By Nik Vora, Asia-Pacific vice president, Neo4j
The supply chain crisis, globally and in the ASEAN region, is not limited to a single problem but includes a range of logistical and economic challenges. These challenges are diverse and constantly evolving, from transportation disruptions and trade restrictions to sustainability and cost pressures. Suppliers, as well as transport and logistics companies, have been affected.
To overcome these challenges, supply chain organisations must be flexible, adaptable, and proactive. But the highly complex nature of supply chains and international transport networks has traditionally made it difficult to plan contingencies and build redundancy.
According to the United Nations Conference on Trade and Development (UNCTAD), 80% of international trade is transported by sea. Asia was the world’s leading maritime cargo handling centre in 2021, accounting for 42% of exports and 64% of imports.
Despite pandemic issues easing, sea freight transport remains vulnerable to disruption. The overloading of port terminals and the continuing shortage of skilled workers has led to interruptions and increased dwell times for containers when unloading and transporting goods away. This has been exacerbated by the rise in energy and raw material prices and driven by geopolitical instability, which presents additional problems for shipping routes.
New technologies related to artificial intelligence (AI), machine learning (ML) and graph technology promise a radical change in commercial shipping. Autonomously sailing “smart ships” may be some way off, but there is already great potential in optimising routes using smart AI navigation systems. Analysing high-quality data in large quantities makes it possible to coordinate and optimise workflows across multiple transport chains on water and land.
The data-based approach promises more speed, reliability, and efficiency and can also be used in terms of CO2 emissions to meet increasingly strict regulatory requirements around sustainability.
Navigating a vast ocean of data
The maritime economy is one of the most complex industries in the world. As well as an almost unmanageable variety of participants, systems must consider external factors such as weather conditions, political conflicts and market fluctuations when making route suggestions.
Cargo ship traffic uses enormous amounts of data, including information from charter and shipping companies, reports from port authorities, satellite data, and navigation and ship data from the Automatic Identification System (AIS). Sensor data from the equipment installed on board, historical data from previous trips, and external information on current economic, regulatory, or metrological conditions also play a role.
The data points relevant to supply chain management reside at multiple interconnected levels and are linked through myriad, ever-changing relationships. Additionally, many of these data sets are incomplete or poor quality and stored in data silos that are difficult or only partially accessible. A holistic and contextual view is needed to enable ML and AI analysis.
Mapping data with graph technology for real-time routing
Conventional relational database systems quickly reach their performance, scalability, and flexibility limits. By using graph technology to manage data, sea freight organisations can link large amounts of heterogeneous data and provide context for the relationships between data points.
In a shipping routing system, objects – such as freighters, ports, or canals – are represented in the graph as nodes and the connecting routes as edges. This allows transport and traffic routes to be calculated and analysed across multiple endpoints. New data can easily be added using the node-edge principle.
The performance does not depend on the total amount of data but only on the possible connection routes between the port of departure and the port of arrival and the associated relevant information (local weather conditions, customs restrictions).

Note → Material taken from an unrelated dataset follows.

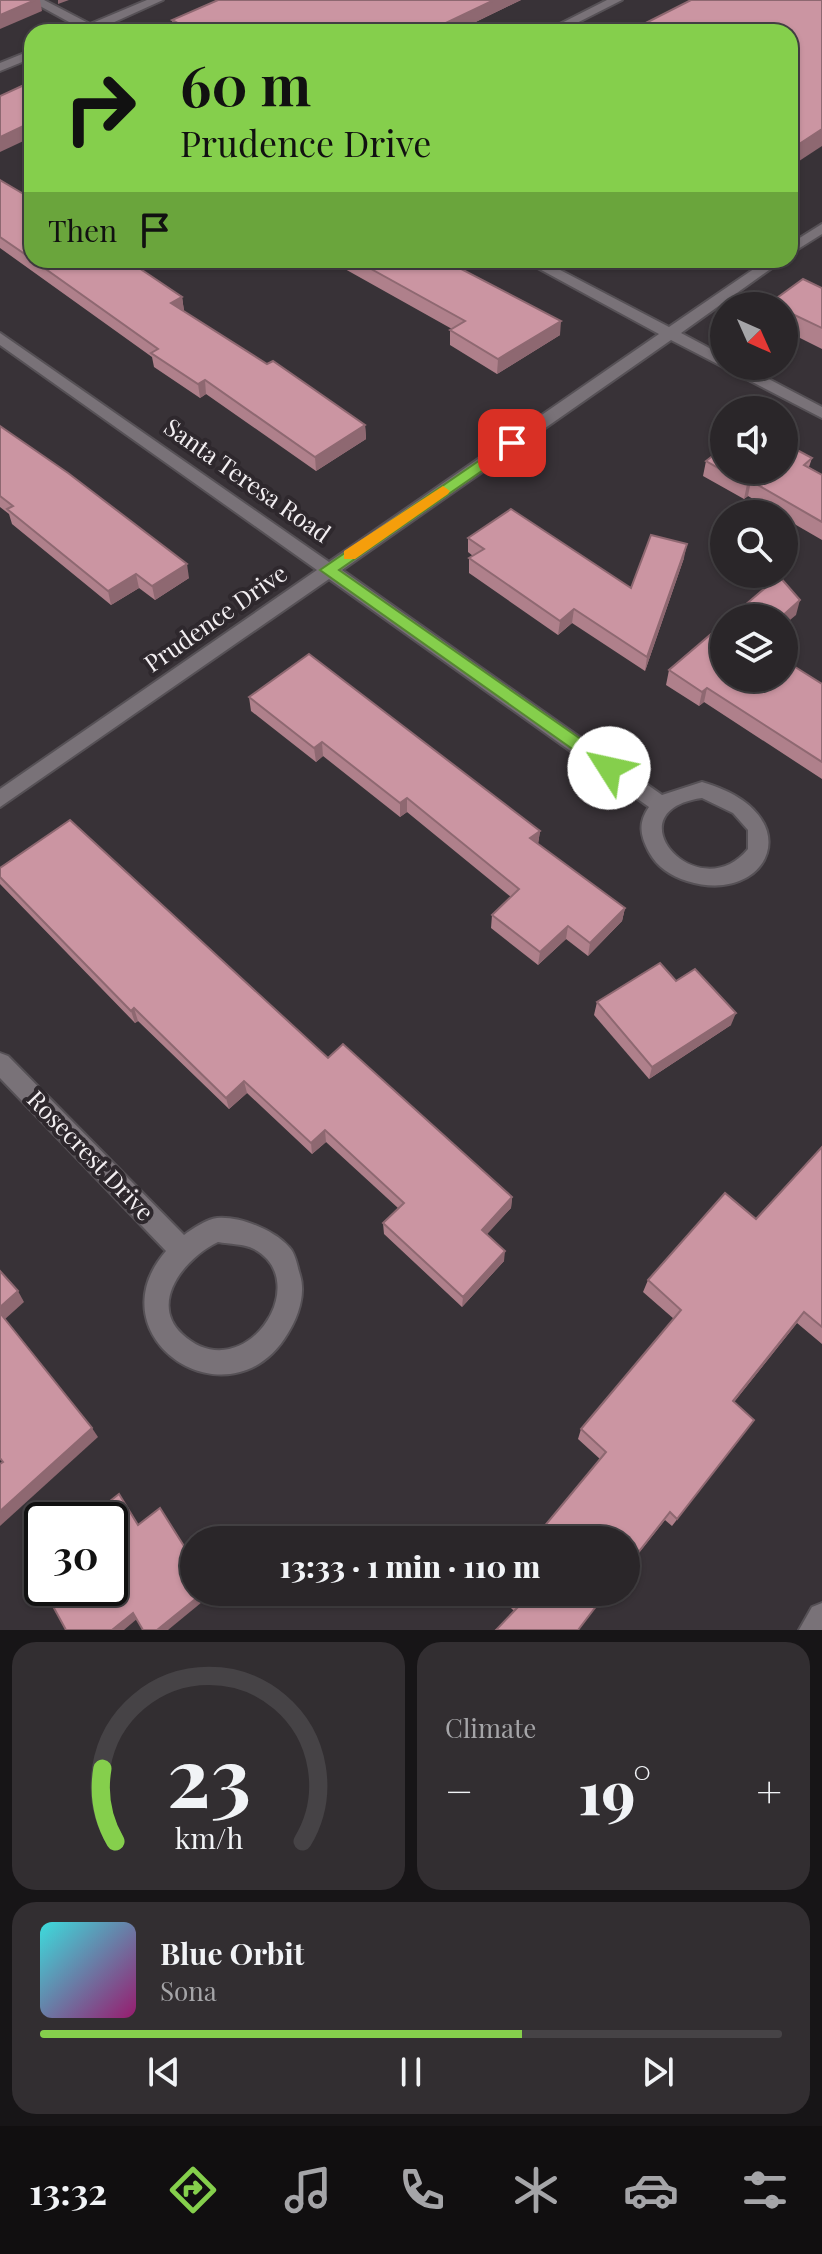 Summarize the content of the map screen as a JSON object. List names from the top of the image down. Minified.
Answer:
{"streets":{"street":["Santa Teresa Road","Prudence Drive","Rosecrest Drive"]},"crossings":[["Santa Teresa Road","Prudence Drive"]],"north":"bottom right","page":{"turn":["60 m","Prudence Drive"],"then":"Then","limit":"30","trip":"13:33 · 1 min · 110 m","tile":"Climate","heat":["−","19°","+"],"song":["Blue Orbit","Sona"],"tabs":"13:32","gauge":["23","km/h"]}}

Graph databases are typically 100 times faster than relational databases and can provide real-time answers.
Graph technology enables cargo ships to identify the best route to arrive at their destination safely and reliably. Users can plan a point-to-point route, continuously updating third-party parameters such as distance, weather, channel, and bottleneck restrictions. The graph database enables precise, forward-looking planning based on data-driven decisions and interaction with stakeholders along the transport chain.
In addition, charter and shipping companies can use simulations to forecast aspects such as the duration and emission volume of journeys through special zones (Emission Control Areas/ECAs), estimate costs for bypassing high-risk areas (piracy) and adjust the route according to external factors (insurance policies, bunkering).
According to McKinsey, half of the decarbonisation of maritime transport could be achieved by deploying solutions that enable shipping companies to manage their fleets more efficiently.
For ASEAN logistics companies, facing increasingly strict sustainability obligations, as well as the International Maritime Organisation’s target of reducing total annual greenhouse gas emissions by at least 50% by 2050, graph technology will be a key part of the solution.